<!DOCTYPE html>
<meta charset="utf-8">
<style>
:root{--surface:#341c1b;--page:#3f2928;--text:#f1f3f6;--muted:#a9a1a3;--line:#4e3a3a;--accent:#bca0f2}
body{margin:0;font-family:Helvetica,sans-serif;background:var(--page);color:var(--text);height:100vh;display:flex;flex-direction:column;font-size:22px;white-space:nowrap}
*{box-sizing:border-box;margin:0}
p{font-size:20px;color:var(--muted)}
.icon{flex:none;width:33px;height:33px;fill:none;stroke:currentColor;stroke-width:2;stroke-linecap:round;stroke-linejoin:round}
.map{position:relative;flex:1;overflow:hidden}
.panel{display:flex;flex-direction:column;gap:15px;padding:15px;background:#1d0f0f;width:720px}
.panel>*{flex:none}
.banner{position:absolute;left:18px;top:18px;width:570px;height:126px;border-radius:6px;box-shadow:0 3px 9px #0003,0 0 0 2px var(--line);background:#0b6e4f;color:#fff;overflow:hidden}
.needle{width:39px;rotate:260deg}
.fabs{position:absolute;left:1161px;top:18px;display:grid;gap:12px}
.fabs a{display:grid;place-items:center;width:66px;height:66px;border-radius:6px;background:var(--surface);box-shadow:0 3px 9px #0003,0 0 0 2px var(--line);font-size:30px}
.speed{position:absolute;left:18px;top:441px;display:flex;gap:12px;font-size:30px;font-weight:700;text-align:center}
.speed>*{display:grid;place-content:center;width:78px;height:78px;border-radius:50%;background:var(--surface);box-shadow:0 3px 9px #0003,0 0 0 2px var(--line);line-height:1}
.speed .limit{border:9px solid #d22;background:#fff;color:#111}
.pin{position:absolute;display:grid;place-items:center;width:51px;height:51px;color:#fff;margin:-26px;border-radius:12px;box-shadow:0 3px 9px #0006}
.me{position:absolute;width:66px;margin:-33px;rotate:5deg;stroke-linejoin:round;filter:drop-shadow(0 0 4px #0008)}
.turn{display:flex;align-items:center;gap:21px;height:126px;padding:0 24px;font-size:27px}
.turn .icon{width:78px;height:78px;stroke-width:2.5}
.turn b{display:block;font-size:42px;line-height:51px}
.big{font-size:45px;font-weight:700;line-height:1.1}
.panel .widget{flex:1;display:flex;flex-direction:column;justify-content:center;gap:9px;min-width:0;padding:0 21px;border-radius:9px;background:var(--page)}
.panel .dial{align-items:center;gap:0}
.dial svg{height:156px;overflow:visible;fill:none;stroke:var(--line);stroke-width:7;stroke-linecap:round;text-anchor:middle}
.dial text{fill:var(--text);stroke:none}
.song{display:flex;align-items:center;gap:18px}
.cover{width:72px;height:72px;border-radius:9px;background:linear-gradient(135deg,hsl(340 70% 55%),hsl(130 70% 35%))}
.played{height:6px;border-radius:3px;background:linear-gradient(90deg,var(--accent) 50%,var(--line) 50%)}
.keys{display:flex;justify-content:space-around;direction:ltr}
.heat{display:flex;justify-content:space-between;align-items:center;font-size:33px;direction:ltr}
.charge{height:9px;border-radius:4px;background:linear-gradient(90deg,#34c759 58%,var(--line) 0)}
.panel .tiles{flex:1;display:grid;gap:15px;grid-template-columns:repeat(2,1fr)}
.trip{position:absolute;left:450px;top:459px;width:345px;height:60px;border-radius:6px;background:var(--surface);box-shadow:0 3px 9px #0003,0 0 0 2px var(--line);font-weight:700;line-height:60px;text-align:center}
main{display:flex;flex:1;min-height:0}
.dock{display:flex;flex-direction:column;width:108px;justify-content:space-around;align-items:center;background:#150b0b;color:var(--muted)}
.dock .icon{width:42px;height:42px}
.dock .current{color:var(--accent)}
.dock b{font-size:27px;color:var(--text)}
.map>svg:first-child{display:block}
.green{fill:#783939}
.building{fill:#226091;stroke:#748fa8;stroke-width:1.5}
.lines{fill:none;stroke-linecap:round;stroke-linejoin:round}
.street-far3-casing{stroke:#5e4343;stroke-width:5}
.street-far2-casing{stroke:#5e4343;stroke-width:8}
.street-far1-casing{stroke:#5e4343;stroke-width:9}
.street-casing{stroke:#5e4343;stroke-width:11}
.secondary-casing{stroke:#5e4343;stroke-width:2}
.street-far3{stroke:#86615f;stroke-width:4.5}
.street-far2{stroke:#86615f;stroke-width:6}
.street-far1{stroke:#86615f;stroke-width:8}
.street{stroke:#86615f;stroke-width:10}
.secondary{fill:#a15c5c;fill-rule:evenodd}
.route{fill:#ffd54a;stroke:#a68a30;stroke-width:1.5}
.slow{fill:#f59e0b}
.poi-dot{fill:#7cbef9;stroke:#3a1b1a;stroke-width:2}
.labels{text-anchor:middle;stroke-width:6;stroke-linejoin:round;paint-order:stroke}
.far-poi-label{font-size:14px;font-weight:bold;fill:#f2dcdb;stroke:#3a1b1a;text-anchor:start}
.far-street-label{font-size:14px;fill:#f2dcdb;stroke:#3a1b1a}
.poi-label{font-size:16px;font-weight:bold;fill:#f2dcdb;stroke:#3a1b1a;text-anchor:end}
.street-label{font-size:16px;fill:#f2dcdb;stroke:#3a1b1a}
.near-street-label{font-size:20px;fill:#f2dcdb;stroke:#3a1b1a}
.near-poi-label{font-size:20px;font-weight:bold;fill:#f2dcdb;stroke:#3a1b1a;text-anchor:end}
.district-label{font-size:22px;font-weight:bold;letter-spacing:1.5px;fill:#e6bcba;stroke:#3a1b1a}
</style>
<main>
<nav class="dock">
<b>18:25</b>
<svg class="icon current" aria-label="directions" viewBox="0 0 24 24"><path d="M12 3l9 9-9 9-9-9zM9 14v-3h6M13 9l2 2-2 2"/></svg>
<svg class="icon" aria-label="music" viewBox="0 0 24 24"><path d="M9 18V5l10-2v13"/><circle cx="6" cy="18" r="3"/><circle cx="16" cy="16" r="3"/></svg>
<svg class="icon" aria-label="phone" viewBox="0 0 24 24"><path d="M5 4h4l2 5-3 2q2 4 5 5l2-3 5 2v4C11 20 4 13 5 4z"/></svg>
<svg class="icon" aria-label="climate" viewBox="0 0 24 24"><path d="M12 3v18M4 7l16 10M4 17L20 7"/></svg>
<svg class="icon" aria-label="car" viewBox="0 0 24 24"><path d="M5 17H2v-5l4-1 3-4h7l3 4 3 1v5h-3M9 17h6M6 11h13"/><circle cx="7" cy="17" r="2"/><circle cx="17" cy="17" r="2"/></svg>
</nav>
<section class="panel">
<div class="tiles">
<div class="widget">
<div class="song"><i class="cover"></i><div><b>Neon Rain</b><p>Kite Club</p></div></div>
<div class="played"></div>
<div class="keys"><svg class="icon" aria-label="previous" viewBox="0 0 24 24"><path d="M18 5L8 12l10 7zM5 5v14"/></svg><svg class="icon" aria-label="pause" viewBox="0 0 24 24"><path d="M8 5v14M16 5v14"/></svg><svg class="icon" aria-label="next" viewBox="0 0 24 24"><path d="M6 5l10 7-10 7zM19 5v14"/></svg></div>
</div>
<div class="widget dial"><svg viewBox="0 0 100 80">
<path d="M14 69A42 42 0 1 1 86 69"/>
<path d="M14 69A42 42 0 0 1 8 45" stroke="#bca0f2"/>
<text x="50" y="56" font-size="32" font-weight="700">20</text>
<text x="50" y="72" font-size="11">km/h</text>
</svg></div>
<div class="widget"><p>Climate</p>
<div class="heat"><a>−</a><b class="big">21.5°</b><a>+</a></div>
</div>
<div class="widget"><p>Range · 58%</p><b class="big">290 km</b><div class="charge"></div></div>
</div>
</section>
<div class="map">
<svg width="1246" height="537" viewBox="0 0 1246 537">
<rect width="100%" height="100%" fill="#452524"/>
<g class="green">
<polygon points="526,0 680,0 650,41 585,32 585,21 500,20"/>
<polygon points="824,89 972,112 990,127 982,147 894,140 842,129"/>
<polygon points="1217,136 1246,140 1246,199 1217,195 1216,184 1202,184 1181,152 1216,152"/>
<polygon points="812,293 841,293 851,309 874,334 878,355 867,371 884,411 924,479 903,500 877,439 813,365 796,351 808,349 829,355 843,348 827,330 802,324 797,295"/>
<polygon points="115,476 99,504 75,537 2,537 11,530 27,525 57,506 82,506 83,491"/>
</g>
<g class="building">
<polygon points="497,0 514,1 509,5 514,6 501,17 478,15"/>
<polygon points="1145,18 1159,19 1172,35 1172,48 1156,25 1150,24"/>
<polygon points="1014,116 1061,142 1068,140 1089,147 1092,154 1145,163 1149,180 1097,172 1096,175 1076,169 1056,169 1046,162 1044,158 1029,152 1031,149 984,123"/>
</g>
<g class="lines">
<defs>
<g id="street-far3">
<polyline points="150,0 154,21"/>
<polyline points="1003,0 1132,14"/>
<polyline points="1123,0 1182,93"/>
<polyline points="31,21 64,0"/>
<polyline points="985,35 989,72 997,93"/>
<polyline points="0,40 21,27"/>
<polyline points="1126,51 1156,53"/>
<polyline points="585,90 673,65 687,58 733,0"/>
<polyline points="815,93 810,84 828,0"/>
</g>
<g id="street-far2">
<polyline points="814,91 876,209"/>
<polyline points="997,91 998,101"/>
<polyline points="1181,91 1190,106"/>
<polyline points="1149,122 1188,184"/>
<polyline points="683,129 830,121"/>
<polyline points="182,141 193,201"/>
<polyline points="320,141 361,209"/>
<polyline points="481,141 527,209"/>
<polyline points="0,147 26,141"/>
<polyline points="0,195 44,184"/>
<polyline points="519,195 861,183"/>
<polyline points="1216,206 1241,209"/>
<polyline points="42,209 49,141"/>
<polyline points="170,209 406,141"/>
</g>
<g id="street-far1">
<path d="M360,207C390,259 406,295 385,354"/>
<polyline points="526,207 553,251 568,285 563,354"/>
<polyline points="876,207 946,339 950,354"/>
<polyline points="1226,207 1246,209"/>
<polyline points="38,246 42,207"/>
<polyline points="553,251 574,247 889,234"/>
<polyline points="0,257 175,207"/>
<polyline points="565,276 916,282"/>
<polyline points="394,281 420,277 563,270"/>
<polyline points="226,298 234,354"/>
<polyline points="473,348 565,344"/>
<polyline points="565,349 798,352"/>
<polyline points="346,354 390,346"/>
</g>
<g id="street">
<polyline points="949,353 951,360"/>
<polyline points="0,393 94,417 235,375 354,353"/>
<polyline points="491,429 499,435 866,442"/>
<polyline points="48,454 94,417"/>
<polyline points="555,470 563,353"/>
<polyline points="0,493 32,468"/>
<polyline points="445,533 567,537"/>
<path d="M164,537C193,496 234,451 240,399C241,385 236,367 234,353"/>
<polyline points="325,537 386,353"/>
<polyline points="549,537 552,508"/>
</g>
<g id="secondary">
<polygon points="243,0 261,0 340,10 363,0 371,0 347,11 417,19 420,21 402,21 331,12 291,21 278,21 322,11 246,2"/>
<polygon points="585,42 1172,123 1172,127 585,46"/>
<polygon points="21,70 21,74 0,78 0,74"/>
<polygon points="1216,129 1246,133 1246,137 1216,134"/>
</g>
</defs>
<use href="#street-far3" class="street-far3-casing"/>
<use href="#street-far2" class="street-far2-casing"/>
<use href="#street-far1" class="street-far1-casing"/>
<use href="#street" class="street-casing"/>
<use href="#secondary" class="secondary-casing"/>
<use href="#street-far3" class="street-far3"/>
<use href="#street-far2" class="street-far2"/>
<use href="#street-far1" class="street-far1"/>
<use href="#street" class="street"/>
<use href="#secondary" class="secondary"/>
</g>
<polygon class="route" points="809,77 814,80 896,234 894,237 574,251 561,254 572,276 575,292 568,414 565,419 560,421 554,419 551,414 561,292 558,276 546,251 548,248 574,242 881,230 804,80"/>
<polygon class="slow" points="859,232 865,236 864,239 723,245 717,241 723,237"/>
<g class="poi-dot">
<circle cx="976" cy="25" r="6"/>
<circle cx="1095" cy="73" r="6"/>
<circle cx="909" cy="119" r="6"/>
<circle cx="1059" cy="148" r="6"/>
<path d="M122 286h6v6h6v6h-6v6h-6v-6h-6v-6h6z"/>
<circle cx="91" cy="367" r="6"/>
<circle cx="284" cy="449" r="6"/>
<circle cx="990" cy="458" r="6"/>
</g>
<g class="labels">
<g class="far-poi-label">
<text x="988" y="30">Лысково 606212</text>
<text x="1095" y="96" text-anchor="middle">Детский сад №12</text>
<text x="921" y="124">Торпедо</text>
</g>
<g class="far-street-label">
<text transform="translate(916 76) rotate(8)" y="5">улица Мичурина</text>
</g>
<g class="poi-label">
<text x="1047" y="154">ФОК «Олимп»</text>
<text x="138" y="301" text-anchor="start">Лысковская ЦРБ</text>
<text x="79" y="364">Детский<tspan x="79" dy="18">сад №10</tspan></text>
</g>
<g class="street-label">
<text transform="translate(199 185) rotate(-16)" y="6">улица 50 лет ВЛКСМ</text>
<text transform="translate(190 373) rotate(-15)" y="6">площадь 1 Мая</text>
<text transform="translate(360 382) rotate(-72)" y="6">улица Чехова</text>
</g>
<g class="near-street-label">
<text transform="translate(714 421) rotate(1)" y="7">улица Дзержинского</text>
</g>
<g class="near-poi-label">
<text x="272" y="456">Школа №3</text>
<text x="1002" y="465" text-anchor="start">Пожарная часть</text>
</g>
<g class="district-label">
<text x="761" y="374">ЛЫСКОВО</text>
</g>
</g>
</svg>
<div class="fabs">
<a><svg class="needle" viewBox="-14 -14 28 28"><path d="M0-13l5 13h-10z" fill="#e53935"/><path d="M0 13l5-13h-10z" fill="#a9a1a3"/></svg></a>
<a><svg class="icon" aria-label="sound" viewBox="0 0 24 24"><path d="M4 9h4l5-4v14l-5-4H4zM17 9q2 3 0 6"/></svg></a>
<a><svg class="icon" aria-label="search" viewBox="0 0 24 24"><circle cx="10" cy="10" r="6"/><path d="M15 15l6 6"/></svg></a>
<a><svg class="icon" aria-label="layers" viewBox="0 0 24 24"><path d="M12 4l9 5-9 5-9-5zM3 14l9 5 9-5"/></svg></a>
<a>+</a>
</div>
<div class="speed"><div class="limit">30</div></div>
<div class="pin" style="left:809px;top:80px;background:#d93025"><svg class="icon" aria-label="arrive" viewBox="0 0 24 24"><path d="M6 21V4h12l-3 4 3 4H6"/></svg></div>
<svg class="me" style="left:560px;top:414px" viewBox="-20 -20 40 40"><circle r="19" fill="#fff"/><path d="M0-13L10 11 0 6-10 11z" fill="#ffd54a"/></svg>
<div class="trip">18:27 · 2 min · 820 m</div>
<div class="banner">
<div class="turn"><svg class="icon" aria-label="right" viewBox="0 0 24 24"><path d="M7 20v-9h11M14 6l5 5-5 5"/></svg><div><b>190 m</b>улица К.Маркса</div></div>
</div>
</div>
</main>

Problem to solve ▸
Above are several records. Count the lines among them that contain "place" and give only the total.

Written solution ▸
3